Prompt ->
Go through the entries below from the first line and transcribe each one exactly, ending with the line that contains "--surface:#141416; --page:#212123; --text:#f1f3f6;".

Provided records ->
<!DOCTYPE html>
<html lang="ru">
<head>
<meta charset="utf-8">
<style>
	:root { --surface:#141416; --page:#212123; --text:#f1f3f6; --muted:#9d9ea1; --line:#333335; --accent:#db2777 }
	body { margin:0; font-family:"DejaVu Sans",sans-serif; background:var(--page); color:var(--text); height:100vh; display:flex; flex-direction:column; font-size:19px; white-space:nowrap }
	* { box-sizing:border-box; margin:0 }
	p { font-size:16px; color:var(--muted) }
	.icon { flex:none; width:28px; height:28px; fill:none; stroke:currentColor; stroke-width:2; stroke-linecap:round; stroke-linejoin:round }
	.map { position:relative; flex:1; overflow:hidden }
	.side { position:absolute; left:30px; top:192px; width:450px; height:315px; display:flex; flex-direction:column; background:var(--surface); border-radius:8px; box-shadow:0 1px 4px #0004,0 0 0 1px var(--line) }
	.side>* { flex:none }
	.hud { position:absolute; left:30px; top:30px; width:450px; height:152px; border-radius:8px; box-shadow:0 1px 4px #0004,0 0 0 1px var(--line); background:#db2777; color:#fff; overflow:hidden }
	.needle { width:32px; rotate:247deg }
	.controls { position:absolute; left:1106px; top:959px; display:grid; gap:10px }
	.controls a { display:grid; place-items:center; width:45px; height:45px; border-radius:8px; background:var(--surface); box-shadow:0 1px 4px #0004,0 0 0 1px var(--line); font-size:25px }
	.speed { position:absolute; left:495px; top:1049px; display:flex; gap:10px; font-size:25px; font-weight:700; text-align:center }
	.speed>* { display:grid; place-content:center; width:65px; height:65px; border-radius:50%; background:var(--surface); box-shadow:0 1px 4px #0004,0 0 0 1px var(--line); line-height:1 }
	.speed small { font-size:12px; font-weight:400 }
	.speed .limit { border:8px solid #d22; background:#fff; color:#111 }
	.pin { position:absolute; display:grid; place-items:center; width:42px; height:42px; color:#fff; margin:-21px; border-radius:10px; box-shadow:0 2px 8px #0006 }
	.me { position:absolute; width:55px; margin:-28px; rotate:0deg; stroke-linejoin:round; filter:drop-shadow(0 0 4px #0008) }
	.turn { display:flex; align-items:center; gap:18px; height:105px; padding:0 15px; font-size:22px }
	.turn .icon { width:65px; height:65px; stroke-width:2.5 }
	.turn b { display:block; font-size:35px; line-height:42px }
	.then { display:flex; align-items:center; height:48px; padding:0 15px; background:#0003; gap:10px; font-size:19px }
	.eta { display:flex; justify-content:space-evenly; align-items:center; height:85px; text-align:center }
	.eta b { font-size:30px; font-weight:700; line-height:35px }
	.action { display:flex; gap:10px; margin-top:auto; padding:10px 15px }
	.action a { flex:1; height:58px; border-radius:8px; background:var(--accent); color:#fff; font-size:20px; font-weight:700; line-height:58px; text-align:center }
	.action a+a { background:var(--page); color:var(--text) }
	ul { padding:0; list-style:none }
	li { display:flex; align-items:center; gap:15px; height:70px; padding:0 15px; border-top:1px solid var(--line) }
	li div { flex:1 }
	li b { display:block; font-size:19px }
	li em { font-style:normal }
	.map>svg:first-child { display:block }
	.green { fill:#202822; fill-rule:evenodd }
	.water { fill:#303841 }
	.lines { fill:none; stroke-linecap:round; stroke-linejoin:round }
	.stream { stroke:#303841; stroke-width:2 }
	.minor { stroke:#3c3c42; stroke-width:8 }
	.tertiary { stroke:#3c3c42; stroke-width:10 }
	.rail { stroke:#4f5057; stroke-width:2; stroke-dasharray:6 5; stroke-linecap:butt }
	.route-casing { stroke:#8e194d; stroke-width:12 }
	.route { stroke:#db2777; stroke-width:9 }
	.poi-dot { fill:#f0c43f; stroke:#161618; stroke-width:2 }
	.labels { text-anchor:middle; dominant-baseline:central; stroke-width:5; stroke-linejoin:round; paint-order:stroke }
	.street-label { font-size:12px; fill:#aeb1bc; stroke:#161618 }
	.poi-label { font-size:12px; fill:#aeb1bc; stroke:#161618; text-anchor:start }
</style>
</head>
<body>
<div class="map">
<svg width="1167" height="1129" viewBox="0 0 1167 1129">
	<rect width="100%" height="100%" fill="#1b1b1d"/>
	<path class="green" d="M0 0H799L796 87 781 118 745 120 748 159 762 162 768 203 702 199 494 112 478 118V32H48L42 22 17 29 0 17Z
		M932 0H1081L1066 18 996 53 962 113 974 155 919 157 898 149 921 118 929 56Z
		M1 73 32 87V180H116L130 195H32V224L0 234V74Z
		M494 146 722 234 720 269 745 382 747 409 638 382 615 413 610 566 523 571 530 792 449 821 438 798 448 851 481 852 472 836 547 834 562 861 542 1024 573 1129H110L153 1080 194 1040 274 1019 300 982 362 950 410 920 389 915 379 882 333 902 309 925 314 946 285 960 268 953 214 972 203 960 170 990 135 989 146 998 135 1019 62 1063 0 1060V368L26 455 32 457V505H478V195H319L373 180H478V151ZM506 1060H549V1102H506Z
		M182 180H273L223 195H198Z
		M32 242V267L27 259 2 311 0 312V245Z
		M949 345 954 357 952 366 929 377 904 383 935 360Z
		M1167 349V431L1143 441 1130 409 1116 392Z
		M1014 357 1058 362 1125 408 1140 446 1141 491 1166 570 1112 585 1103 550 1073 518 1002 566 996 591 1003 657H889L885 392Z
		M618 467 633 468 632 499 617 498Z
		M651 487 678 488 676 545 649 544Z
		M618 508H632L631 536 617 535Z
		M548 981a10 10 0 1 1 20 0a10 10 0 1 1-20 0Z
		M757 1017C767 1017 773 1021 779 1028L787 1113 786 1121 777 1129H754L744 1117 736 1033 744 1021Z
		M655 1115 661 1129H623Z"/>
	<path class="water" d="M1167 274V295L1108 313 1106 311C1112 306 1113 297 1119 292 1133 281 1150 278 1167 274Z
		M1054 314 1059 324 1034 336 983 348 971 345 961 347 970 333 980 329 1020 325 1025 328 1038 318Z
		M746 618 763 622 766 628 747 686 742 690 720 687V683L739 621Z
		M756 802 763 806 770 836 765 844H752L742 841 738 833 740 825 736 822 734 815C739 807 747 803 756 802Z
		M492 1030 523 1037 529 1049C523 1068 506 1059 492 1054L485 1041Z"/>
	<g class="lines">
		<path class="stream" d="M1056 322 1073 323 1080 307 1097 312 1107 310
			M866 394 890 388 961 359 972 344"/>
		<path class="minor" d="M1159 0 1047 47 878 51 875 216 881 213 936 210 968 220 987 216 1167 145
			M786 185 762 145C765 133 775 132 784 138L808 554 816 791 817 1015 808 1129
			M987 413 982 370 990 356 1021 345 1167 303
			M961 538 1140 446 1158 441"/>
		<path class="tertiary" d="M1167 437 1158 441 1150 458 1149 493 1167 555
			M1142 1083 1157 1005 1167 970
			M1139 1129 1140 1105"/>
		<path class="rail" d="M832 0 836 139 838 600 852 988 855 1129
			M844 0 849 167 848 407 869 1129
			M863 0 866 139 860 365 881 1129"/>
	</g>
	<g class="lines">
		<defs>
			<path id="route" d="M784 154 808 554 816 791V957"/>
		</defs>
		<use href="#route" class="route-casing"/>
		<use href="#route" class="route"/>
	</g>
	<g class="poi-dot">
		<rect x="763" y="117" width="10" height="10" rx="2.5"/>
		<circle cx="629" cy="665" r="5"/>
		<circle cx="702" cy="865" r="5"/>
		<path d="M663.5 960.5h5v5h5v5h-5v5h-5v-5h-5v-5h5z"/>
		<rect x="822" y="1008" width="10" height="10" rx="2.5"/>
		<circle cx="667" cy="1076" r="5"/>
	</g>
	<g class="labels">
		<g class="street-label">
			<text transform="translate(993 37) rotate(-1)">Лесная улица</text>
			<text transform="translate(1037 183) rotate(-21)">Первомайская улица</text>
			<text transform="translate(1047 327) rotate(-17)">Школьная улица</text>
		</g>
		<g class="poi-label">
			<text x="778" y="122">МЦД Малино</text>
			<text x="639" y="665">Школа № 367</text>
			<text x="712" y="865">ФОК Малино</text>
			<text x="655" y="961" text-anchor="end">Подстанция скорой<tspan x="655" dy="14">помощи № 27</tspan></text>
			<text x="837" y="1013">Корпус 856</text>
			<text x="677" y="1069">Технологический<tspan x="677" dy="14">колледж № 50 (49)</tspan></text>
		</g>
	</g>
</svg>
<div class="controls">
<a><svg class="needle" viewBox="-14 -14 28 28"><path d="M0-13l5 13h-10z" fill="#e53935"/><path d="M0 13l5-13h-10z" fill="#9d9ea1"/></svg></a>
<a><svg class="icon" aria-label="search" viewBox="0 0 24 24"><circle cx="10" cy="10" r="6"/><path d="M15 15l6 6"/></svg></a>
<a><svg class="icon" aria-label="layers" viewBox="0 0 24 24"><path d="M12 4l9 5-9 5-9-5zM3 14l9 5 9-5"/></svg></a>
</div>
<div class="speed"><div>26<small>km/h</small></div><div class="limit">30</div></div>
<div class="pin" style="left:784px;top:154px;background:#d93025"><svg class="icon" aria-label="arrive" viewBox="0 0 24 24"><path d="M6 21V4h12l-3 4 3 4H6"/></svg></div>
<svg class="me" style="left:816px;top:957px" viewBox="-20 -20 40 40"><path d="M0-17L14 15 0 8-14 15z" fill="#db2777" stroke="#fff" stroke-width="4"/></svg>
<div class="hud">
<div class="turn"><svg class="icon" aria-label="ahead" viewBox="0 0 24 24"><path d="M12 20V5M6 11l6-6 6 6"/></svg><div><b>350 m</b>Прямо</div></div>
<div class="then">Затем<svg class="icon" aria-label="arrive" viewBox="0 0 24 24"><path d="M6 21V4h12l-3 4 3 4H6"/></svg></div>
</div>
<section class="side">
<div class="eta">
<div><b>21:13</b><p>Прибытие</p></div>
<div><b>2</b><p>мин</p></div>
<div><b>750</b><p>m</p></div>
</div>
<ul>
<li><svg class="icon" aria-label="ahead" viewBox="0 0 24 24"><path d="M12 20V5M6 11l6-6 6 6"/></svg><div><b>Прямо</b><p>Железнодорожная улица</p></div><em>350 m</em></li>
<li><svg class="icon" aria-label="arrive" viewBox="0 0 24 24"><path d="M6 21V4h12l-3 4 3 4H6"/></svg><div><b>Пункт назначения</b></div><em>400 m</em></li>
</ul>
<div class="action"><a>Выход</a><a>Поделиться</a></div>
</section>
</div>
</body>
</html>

Written response ->
<!DOCTYPE html>
<html lang="ru">
<head>
<meta charset="utf-8">
<style>
	:root { --surface:#141416; --page:#212123; --text:#f1f3f6; --muted:#9d9ea1; --line:#333335; --accent:#db2777 }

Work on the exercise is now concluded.